# Data for analysis
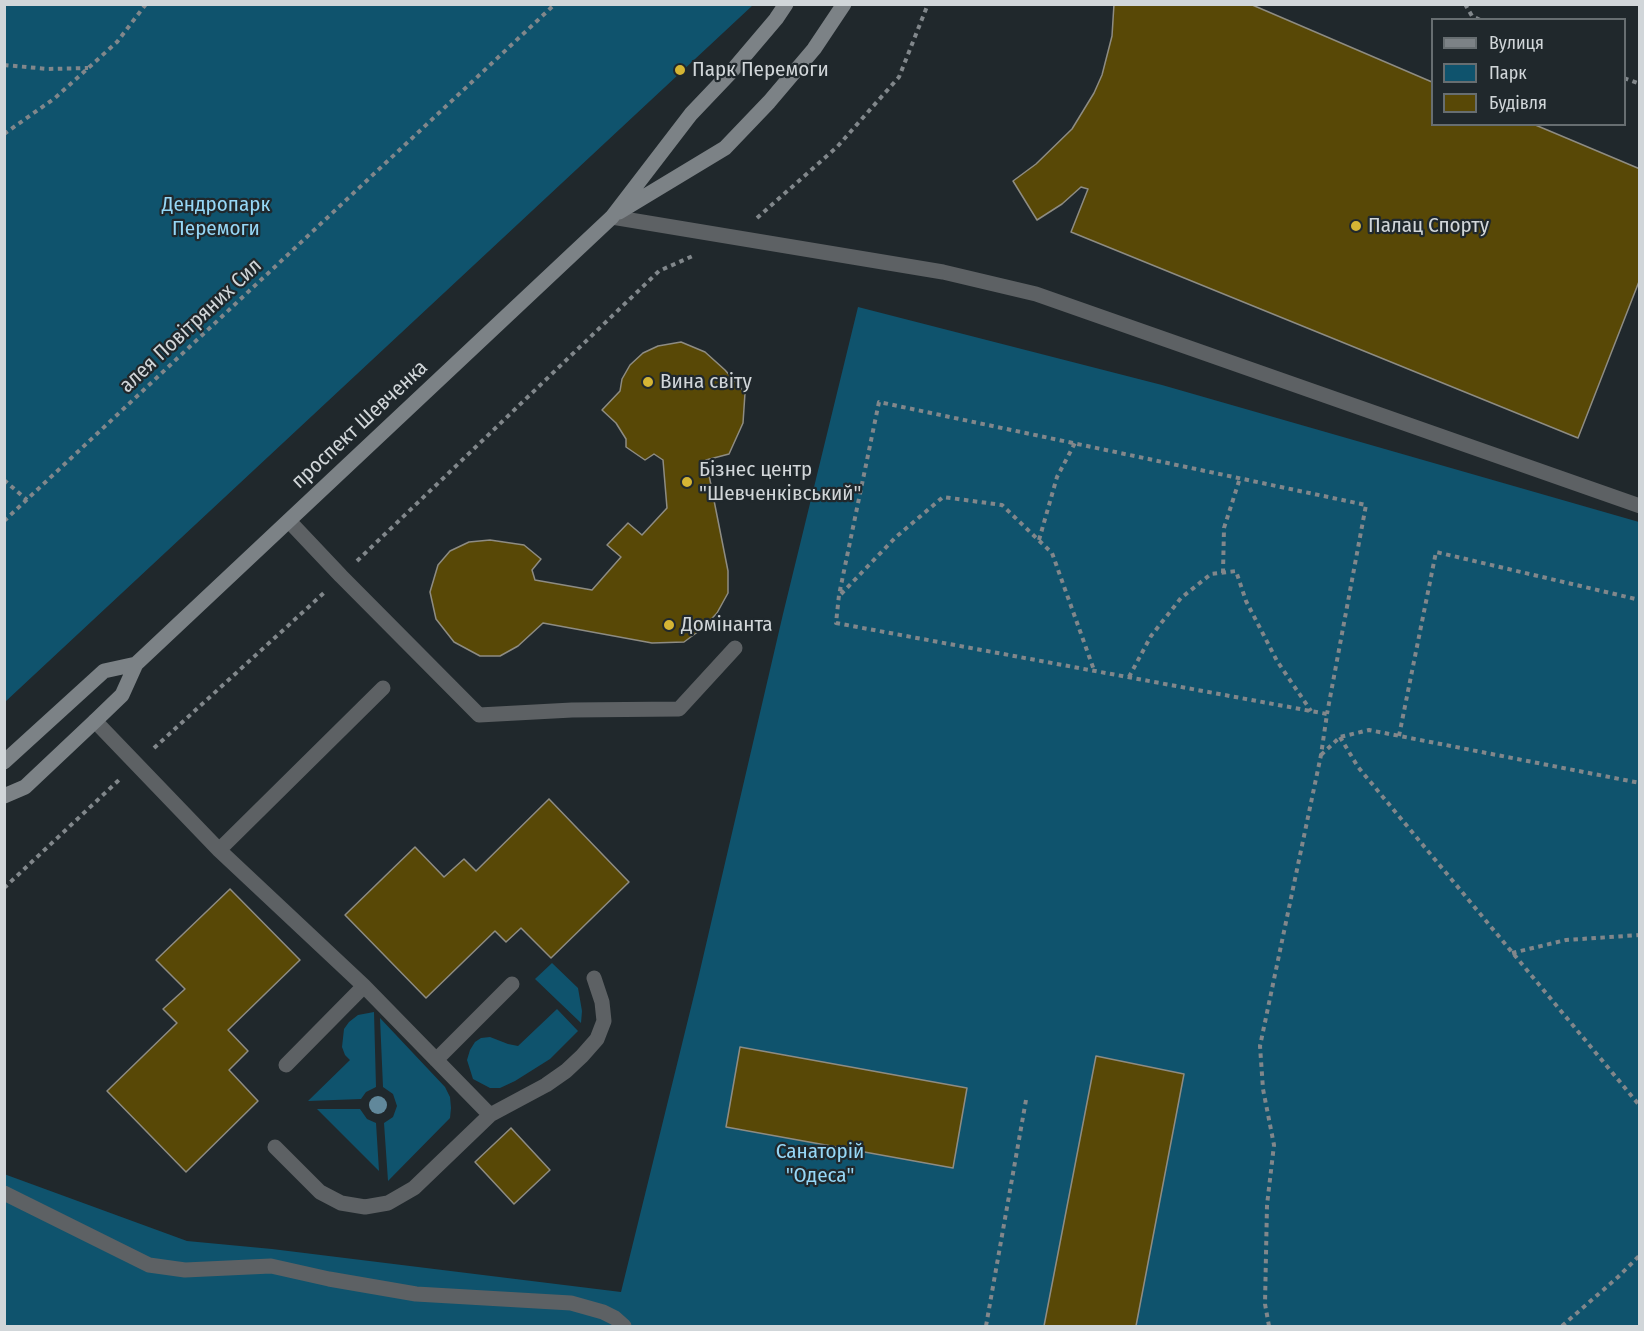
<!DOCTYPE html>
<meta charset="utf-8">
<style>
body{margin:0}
#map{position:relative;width:1644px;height:1331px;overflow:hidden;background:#20282c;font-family:"Fira Sans Condensed",sans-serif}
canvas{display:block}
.frame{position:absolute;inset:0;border:6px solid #d1d6d9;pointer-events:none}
.legend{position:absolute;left:1431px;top:18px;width:195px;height:108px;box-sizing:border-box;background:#20282c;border:2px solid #676e71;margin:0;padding:8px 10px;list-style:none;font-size:18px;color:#d1d6d9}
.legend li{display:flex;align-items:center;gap:12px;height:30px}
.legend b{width:30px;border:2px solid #676e71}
</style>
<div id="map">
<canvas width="1644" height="1331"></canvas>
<div class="frame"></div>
<ul class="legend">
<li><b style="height:8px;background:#7c8286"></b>Вулиця</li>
<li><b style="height:16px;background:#0f536d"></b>Парк</li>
<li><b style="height:16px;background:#584806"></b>Будівля</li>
</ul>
</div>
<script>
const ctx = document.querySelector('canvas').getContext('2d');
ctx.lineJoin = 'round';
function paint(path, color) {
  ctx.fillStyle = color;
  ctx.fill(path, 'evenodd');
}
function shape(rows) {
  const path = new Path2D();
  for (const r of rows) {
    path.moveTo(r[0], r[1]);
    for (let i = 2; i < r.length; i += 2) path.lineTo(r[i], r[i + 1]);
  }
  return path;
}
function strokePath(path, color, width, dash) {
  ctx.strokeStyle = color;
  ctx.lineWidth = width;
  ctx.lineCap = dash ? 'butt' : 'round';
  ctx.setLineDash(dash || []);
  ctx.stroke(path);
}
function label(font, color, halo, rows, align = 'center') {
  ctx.font = font + ' "Fira Sans Condensed",sans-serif';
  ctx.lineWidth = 4.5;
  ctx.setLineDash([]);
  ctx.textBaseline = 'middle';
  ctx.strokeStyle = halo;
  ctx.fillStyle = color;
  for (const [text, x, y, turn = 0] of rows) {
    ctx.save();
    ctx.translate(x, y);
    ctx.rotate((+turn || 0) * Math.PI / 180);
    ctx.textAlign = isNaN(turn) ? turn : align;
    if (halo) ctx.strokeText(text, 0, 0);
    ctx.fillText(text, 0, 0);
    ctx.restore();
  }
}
paint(shape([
 [5,4,753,4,753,5,5,702],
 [858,307,1162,385,1639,522,1639,1326,5,1326,4,1174,187,1241,272,1249,621,1292,698,979,783,614],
 [552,963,578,988,582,1011,581,1023,535,979],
 [557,1009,578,1031,550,1059,515,1081,500,1088,490,1088,473,1079,467,1060,470,1050,475,1042,481,1038,490,1037,508,1044,518,1046],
 [374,1012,376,1087,366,1092,361,1099,308,1101,350,1060,345,1055,342,1047,344,1029,349,1022,358,1015],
 [380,1018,445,1087,450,1097,451,1108,450,1118,388,1181,384,1123,393,1117,397,1106,393,1094,383,1087],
 [317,1109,360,1109,367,1119,376,1123,379,1171]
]), '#0f536d');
const building = shape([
 [1114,4,1250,4,1432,82,1432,124,1533,124,1640,169,1640,279,1578,438,1071,232,1088,189,1081,187,1062,204,1037,220,1013,181,1036,164,1072,129,1094,93,1102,75,1112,36,1114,4],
 [681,342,705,352,725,370,745,393,743,423,729,454,706,460,728,571,728,593,717,613,703,628,684,642,652,643,543,623,518,646,500,656,480,656,454,642,436,619,430,592,438,565,450,551,469,542,490,540,524,545,541,559,532,570,535,580,592,590,621,557,607,545,628,523,642,535,667,508,663,460,654,454,645,460,626,447,626,439,616,423,602,410,620,391,622,379,630,365,643,353,658,346,681,342],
 [549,799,629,882,551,958,521,928,506,942,495,931,426,998,345,915,415,847,444,877,464,859,476,871,549,799],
 [230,889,300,960,228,1030,248,1051,229,1070,258,1101,186,1172,107,1091,177,1023,163,1009,185,989,156,960,230,889],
 [740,1047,967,1088,953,1168,726,1127,740,1047],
 [1096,1056,1184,1074,1136,1326,1044,1326,1096,1056],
 [511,1128,550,1170,514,1204,475,1162,511,1128]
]);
paint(building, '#584806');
strokePath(building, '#8e8c83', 1.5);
strokePath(shape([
 [1465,4,1472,16,1480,20],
 [4,65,48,69,88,68],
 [1624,78,1640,84],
 [4,134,55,98,117,42,146,4],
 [757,218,837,147,899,77,928,4],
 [4,480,27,500],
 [4,521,555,4],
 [1039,540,1057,477,1075,443],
 [357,561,659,271,695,255],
 [1223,573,1224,528,1240,478],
 [841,594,896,537,943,497,1002,505,1052,553,1094,670],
 [1129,677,1151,636,1181,598,1211,574,1236,571,1246,601,1277,661,1311,711],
 [1399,736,1436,552,1640,600],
 [1340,737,1358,767,1640,1106],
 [154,748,326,591],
 [1321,755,1340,737,1369,730,1640,783],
 [4,888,120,779],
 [1512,953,1566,940,1640,935],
 [986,1326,1026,1100],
 [1269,1326,1265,1304,1267,1205,1274,1145,1263,1089,1260,1046,1321,755,1327,714,836,623,839,595,879,402,1366,505,1327,714],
 [1562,1326,1618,1277,1640,1255]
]), '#81878b', 4, [4.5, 4.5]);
strokePath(shape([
 [612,217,943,272,1036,294,1640,506],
 [289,521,341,576,479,715,572,710,679,709,735,648],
 [95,721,219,850,364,986,490,1115],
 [219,850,383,688],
 [436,1060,512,984],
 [286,1065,364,986],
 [275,1147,320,1192,341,1203,365,1207,388,1203,414,1188,490,1115,546,1085,566,1071,582,1056,597,1039,604,1021,602,1002,594,978],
 [4,1193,149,1265,185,1270,271,1266,329,1279,416,1294,571,1303,603,1312,615,1318,624,1326]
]), '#5d6164', 15);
strokePath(shape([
 [619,212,725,148,769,102,814,49,844,4],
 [4,762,104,671,136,664],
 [4,796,25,787,95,721,122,695,136,664,612,217,691,114,731,72,776,19,786,4]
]), '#7c8286', 15);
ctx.fillStyle = '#61889b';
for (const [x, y] of [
 [378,1105]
]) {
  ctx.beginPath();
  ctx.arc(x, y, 9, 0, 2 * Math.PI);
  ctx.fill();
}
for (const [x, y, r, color] of [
 [680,70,6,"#d5b534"],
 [1356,226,6,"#d5b534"],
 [648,382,6,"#d5b534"],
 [687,482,6,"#d5b534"],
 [669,625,6,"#d5b534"]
]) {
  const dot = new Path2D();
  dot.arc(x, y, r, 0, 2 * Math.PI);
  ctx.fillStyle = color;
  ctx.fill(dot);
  strokePath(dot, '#20282c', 2);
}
label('21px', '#d1d6d9', '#20282c', [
 ["Парк Перемоги",692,70],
 ["Палац Спорту",1368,226],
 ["Вина світу",660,382],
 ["Бізнес центр",699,470],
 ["\"Шевченківський\"",699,494],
 ["Домінанта",681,625]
], 'left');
label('21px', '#96d7f6', '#20282c', [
 ["Дендропарк",216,205],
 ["Перемоги",216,229],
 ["Санаторій",820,1152],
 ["\"Одеса\"",820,1176]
]);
label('21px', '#d1d6d9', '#20282c', [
 ["алея Повітряних Сил",191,326,-43],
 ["проспект Шевченка",360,425,-43]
]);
</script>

# Task description
Reproduce, character for character, only the lines of the preceding data that start at the line with "ctx.lineJoin = 'round';" and end at the line with "[317,1109,360,1109,367,1119,376,1123,379,1171]", both included.

# Answer for the task
ctx.lineJoin = 'round';
function paint(path, color) {
  ctx.fillStyle = color;
  ctx.fill(path, 'evenodd');
}
function shape(rows) {
  const path = new Path2D();
  for (const r of rows) {
    path.moveTo(r[0], r[1]);
    for (let i = 2; i < r.length; i += 2) path.lineTo(r[i], r[i + 1]);
  }
  return path;
}
function strokePath(path, color, width, dash) {
  ctx.strokeStyle = color;
  ctx.lineWidth = width;
  ctx.lineCap = dash ? 'butt' : 'round';
  ctx.setLineDash(dash || []);
  ctx.stroke(path);
}
function label(font, color, halo, rows, align = 'center') {
  ctx.font = font + ' "Fira Sans Condensed",sans-serif';
  ctx.lineWidth = 4.5;
  ctx.setLineDash([]);
  ctx.textBaseline = 'middle';
  ctx.strokeStyle = halo;
  ctx.fillStyle = color;
  for (const [text, x, y, turn = 0] of rows) {
    ctx.save();
    ctx.translate(x, y);
    ctx.rotate((+turn || 0) * Math.PI / 180);
    ctx.textAlign = isNaN(turn) ? turn : align;
    if (halo) ctx.strokeText(text, 0, 0);
    ctx.fillText(text, 0, 0);
    ctx.restore();
  }
}
paint(shape([
 [5,4,753,4,753,5,5,702],
 [858,307,1162,385,1639,522,1639,1326,5,1326,4,1174,187,1241,272,1249,621,1292,698,979,783,614],
 [552,963,578,988,582,1011,581,1023,535,979],
 [557,1009,578,1031,550,1059,515,1081,500,1088,490,1088,473,1079,467,1060,470,1050,475,1042,481,1038,490,1037,508,1044,518,1046],
 [374,1012,376,1087,366,1092,361,1099,308,1101,350,1060,345,1055,342,1047,344,1029,349,1022,358,1015],
 [380,1018,445,1087,450,1097,451,1108,450,1118,388,1181,384,1123,393,1117,397,1106,393,1094,383,1087],
 [317,1109,360,1109,367,1119,376,1123,379,1171]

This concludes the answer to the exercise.